(Stored items)

■ ■ ■ ■ ■

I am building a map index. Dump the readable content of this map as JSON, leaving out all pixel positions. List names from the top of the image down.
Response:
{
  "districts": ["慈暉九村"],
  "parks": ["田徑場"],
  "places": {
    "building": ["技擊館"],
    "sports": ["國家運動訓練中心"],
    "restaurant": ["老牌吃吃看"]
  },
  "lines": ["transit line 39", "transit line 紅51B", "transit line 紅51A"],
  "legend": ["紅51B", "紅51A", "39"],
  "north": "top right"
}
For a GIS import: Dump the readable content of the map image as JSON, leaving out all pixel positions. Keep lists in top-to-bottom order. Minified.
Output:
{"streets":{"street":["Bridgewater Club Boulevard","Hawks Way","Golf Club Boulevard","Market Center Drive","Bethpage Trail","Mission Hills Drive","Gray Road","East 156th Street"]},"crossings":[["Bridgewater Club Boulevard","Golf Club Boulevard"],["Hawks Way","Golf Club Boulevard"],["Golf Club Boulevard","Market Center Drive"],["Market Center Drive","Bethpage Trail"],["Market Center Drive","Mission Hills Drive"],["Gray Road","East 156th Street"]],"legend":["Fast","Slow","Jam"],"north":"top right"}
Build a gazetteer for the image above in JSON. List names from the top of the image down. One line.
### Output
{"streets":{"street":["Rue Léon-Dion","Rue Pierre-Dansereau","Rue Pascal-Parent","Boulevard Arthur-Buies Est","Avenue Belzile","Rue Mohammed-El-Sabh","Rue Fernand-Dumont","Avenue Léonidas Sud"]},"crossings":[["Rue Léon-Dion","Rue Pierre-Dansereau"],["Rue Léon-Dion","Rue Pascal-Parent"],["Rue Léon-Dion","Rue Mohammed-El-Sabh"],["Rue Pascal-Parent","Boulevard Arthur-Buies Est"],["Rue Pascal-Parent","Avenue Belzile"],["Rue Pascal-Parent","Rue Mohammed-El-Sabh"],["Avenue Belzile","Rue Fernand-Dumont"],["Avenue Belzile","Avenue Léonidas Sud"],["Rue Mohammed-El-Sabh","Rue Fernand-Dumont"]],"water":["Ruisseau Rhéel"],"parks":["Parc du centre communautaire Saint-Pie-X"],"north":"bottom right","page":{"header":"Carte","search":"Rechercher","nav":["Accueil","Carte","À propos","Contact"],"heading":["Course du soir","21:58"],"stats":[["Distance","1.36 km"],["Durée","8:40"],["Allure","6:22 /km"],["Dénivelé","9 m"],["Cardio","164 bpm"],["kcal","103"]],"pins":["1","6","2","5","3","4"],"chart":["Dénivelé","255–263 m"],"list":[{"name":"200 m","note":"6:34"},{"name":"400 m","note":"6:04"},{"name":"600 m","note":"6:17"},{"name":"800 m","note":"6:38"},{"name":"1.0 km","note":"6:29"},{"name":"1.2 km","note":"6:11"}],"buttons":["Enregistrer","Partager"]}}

■ ■ ■ ■ ■

Task objective
Using the records above, report the number of lines that include the string "down", with nothing added.

Solution for this exercise
2